#### Task statement
Among the entries below, find each line holding "white" and return it.
——————
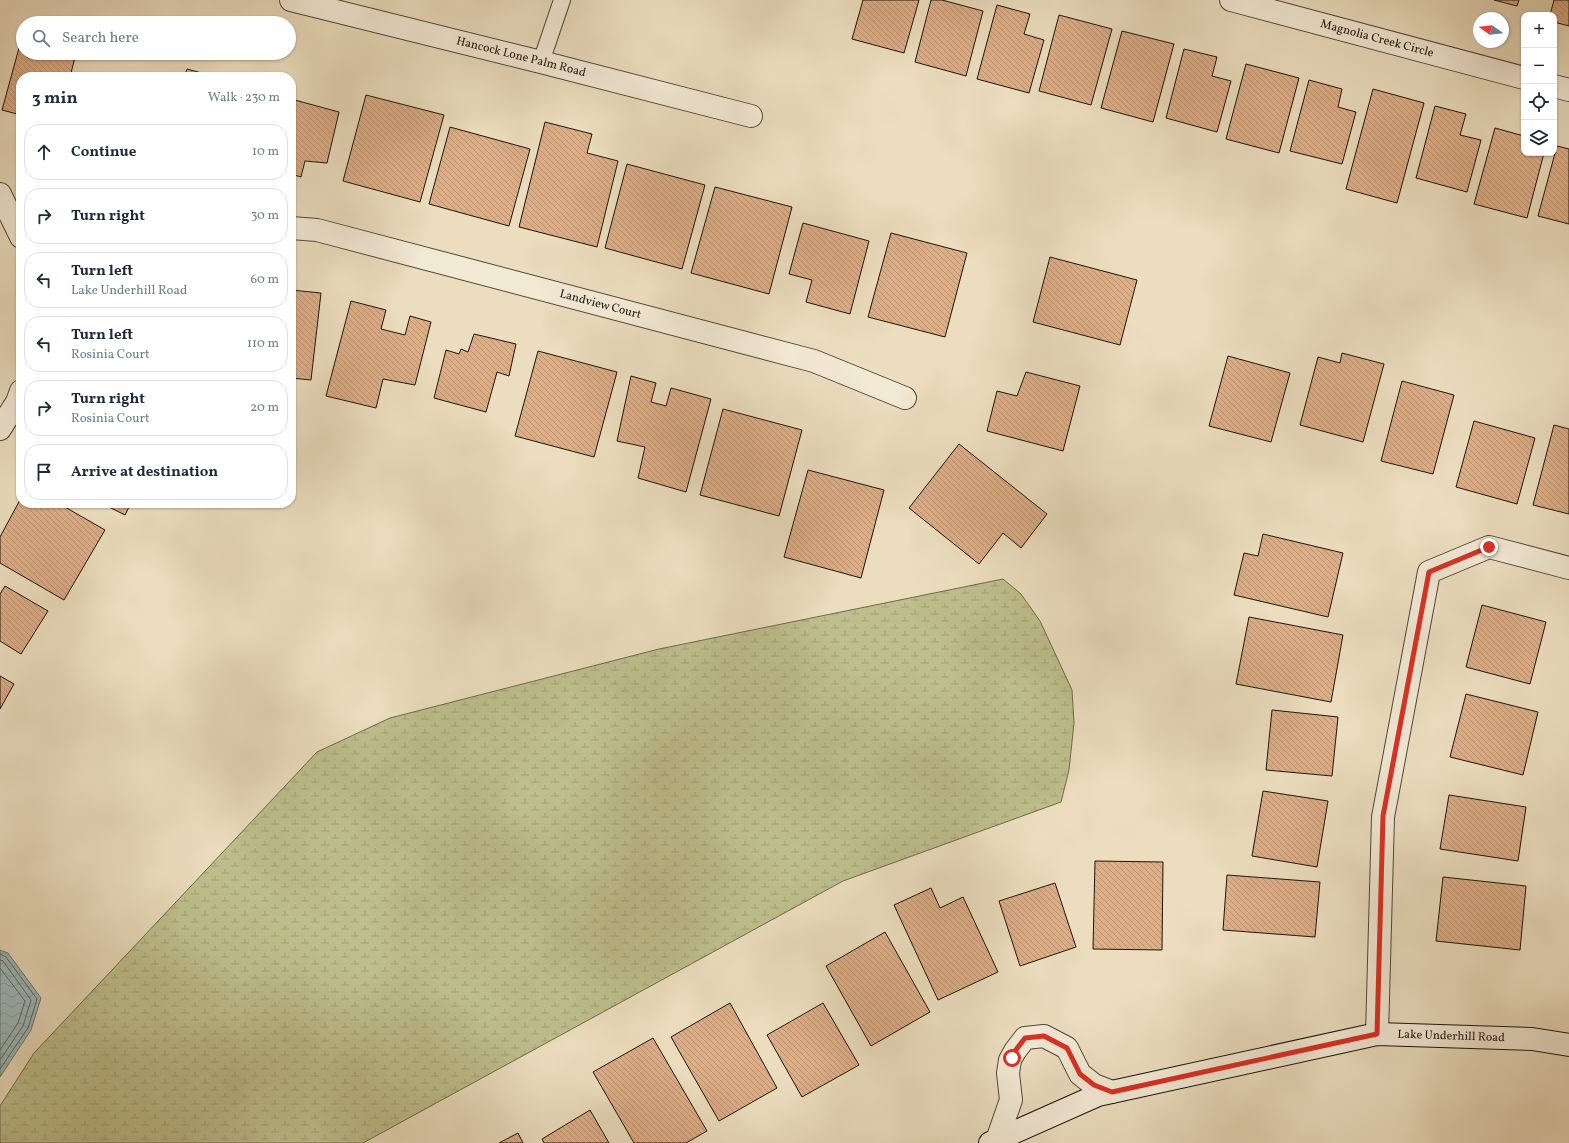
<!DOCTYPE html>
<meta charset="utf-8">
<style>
:root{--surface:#fff;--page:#f2f2f3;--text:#1f2937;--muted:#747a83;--line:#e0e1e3}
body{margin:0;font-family:Vollkorn,serif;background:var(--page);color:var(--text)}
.controls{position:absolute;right:12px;top:12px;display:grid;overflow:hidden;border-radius:8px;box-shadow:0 1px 3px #0004}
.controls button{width:36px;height:36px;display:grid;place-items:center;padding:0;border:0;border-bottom:1px solid var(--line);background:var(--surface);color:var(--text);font:20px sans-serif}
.compass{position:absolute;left:1473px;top:12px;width:36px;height:36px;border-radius:50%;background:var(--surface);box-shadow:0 1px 3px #0004;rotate:285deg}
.stop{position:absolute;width:12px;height:12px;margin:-9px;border:3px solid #d93025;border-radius:50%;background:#fff}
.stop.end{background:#d93025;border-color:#fff;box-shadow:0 1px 4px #0008}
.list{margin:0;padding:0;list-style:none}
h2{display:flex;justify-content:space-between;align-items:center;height:52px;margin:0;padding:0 16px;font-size:17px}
h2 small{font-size:13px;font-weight:400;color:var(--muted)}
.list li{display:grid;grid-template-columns:26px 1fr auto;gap:12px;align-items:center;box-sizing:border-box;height:56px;margin:0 8px 8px;padding:0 8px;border:1px solid var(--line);border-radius:16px}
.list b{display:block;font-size:15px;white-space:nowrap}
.list p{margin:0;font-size:13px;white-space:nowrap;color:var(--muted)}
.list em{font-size:13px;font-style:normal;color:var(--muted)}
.icon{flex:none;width:22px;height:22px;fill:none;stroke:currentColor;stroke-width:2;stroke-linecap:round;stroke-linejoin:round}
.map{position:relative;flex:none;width:1569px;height:1143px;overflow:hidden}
.search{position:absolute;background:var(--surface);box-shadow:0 1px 3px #0004;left:16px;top:16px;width:280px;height:44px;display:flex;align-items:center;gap:10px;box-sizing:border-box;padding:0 14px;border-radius:22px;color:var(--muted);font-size:15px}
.panel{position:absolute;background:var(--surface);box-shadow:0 1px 3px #0004;left:16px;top:72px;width:280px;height:436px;border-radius:16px}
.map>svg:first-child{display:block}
</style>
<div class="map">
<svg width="1569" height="1143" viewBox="0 0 1569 1143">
<defs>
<pattern id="wetland-marsh" width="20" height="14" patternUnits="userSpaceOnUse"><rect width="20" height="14" fill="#bebf8c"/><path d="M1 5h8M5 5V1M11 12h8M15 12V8" fill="none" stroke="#a3a377"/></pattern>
<pattern id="water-waves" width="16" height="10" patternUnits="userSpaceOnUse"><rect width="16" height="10" fill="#9cbabb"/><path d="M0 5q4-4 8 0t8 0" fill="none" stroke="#869f9f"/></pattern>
<pattern id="building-back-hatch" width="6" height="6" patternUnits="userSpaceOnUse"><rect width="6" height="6" fill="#ddad86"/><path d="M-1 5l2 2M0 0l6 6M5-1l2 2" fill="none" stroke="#bd9472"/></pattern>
</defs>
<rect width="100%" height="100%" fill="#ebddbe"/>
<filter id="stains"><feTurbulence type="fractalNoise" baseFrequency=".005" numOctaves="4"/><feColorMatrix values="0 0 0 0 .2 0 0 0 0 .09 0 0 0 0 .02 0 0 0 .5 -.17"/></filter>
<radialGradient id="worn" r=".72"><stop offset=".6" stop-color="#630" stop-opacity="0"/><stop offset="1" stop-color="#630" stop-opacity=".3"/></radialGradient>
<polygon fill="url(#wetland-marsh)" stroke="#6e6a4b" points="1003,579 1021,594 1040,621 1072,690 1074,723 1069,770 1061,802 843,881 363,1143 0,1143 0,1106 34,1053 317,752 390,718 659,649"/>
<polygon fill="url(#water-waves)" stroke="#697874" points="0,950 8,953 41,998 31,1030 0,1077"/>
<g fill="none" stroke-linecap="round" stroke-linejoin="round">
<g stroke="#5c6862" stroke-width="1">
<polyline points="0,954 6,957 37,999 28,1028 0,1069"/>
<polyline points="0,960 3,961 31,1000 23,1026 0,1060"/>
<polyline points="0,968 25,1001 18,1023 0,1050"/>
</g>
</g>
<g fill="url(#building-back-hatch)" stroke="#1d150a">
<polygon points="863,0 919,0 904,53 852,39"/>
<polygon points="931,0 942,0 983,11 966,76 915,62"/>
<polygon points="1494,0 1519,0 1517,6"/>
<polygon points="1554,0 1569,0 1569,26 1554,22 1554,15 1550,15"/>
<polygon points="997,5 1030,14 1024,34 1044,40 1029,93 977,79"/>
<polygon points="1059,15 1112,29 1091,105 1039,91"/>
<polygon points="1122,31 1174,44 1153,122 1101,108"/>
<polygon points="22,37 23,37 23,53 76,53 70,77 21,77 21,115 2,110"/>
<polygon points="1184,49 1217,57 1212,76 1231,81 1217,132 1166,118"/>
<polygon points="1246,64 1299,78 1279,153 1226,139"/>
<polygon points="187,69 216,77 184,77"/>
<polygon points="1309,80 1342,89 1338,107 1356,112 1342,164 1290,151"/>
<polygon points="1373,89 1424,103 1397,203 1346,189"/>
<polygon points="366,95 444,115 420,202 343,181"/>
<polygon points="291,99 339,112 327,163 305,161 301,177 291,174"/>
<polygon points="1435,106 1466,114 1460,135 1481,140 1467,192 1416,178"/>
<polygon points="545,122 592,134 587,153 618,161 597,247 519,227"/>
<polygon points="450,127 530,149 509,226 429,204"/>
<polygon points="1495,128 1524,136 1524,153 1544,153 1527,218 1474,204"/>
<polygon points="1557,146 1569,149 1569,224 1538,216"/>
<polygon points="627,164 705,185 682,269 605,248"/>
<polygon points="715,187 792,207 769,294 691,273"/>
<polygon points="803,223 869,241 850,314 806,302 812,280 789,274"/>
<polygon points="891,233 967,253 945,337 868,317"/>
<polygon points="1050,257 1137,280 1120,345 1033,322"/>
<polygon points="291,290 321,293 311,380 291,378"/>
<polygon points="351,301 386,310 381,329 405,335 410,316 431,322 415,385 383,379 376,408 326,396"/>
<polygon points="474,334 516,344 509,376 497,372 486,412 434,398 446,350 459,354 461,349 468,352"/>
<polygon points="538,351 617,372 594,457 515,436"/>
<polygon points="1342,353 1384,364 1363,442 1300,425 1318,357 1340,363"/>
<polygon points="1228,356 1290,373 1271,442 1209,426"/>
<polygon points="1026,372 1080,386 1063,451 987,431 997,391 1017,396"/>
<polygon points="631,376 656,383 651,402 666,406 671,388 711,399 686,492 638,478 645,447 617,441"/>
<polygon points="1402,381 1454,395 1433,474 1381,461"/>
<polygon points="723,409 802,430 779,516 700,495"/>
<polygon points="1474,421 1535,438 1517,504 1456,487"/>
<polygon points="1554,425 1569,429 1569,514 1533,505"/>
<polygon points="959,444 1047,514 1021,548 1003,533 979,564 909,508"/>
<polygon points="808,470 884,490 861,578 784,557"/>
<polygon points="21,498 21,503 58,503 105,530 64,600 0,563 0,537"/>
<polygon points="101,503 131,503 125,515"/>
<polygon points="1263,534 1343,553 1328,617 1234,595 1244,553 1258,556"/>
<polygon points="5,586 48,611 21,654 0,641 0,594"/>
<polygon points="1482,605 1546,622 1530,684 1466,667"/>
<polygon points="1249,617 1343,635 1331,702 1236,684"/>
<polygon points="0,676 14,684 0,709"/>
<polygon points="1466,694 1538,712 1523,775 1450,757"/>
<polygon points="1272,710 1338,717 1332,776 1266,770"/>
<polygon points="1263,791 1328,801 1317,867 1252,856"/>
<polygon points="1449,795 1526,807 1518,861 1440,849"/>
<polygon points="1095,861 1163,862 1162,950 1093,949"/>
<polygon points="1227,875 1320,882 1315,937 1223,930"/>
<polygon points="1443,877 1526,886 1520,950 1436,941"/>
<polygon points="1055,883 1076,947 1020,966 999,901"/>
<polygon points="931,888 940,908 963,897 998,972 938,1000 894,905"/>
<polygon points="885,932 930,1012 871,1046 826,966"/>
<polygon points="730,1003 777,1088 719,1121 671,1037"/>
<polygon points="823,1003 859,1065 802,1097 767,1035"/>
<polygon points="653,1038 707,1131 686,1143 634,1143 593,1072"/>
<polygon points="590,1110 609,1143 544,1143 542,1139"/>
<polygon points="518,1133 523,1143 499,1143"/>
</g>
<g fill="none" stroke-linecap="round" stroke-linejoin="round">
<defs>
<polyline id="lane" points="541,62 562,0"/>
<g id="street">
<path id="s1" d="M291 0 541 62 751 116"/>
<path id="s2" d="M1231 0 1524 78"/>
<polyline points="1554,86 1569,90"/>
<polyline points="0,194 21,237"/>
<path id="s3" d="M291 228 317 230 814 361 905 398"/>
<polyline points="0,429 17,402 21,391"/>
<polyline points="1377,1034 1383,817 1429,572 1489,547 1569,568"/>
<polyline points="997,1140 1011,1100 1008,1073 1010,1060 1015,1051 1025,1038 1044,1036 1067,1048 1080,1074 1094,1085 1112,1092"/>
</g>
<g id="secondary">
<path id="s4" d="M990 1143 1098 1095 1377 1034 1532 1039 1569 1045"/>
</g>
</defs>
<use href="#lane" stroke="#504737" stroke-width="18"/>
<use href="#street" stroke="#504737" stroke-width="24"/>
<use href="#secondary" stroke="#1d150a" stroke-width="24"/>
<use href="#lane" stroke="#f2e9d5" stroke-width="16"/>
<use href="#street" stroke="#f2e9d5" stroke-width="22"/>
<use href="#secondary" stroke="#f2e9d5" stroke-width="22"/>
</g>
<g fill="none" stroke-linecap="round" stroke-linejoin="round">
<polyline stroke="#d93025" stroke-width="5" points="1012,1058 1015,1051 1025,1038 1044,1036 1067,1048 1080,1074 1094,1085 1112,1092 1377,1034 1383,816 1429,572 1489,547"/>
</g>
<g text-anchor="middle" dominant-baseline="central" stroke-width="3" stroke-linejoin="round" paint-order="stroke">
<g font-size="12" fill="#1d150a" stroke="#f2e9d5">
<text stroke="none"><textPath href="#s2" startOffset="151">Magnolia Creek Circle</textPath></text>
<text stroke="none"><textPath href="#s1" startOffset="237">Hancock Lone Palm Road</textPath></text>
<text stroke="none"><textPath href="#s3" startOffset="319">Landview Court</textPath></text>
<text stroke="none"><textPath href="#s4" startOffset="478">Lake Underhill Road</textPath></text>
</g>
</g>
<rect width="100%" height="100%" filter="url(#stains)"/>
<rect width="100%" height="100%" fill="url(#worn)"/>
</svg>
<div class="controls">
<button>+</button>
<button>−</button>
<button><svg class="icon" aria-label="locate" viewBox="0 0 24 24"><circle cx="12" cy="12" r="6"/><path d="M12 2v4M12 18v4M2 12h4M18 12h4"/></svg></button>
<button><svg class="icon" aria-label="layers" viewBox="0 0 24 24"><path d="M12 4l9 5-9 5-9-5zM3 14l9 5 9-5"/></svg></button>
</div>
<svg class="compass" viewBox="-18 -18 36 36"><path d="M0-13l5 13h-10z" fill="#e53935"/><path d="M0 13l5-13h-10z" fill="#747a83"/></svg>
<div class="stop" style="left:1012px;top:1058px"></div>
<div class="stop end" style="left:1489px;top:547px"></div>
<div class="search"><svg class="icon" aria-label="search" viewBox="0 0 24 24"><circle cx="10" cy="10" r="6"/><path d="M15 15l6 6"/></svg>Search here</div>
<section class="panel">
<h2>3 min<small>Walk · 230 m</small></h2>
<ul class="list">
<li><svg class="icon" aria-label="ahead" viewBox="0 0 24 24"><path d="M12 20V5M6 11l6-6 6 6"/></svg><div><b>Continue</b></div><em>10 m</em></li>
<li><svg class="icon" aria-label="right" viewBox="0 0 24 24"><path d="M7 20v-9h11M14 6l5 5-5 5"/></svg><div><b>Turn right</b></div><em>30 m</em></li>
<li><svg class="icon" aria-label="left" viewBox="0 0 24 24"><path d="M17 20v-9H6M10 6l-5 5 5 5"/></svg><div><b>Turn left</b><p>Lake Underhill Road</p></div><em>60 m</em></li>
<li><svg class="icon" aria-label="left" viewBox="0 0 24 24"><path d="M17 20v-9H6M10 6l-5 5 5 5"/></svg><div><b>Turn left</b><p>Rosinia Court</p></div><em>110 m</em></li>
<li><svg class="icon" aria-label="right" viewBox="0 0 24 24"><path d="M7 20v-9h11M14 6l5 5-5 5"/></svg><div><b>Turn right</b><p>Rosinia Court</p></div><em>20 m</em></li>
<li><svg class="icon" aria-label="arrive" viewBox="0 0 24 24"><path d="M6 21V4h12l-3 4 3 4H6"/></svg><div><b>Arrive at destination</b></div></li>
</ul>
</section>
</div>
——————
#### Solution for this problem
.list b{display:block;font-size:15px;white-space:nowrap}
.list p{margin:0;font-size:13px;white-space:nowrap;color:var(--muted)}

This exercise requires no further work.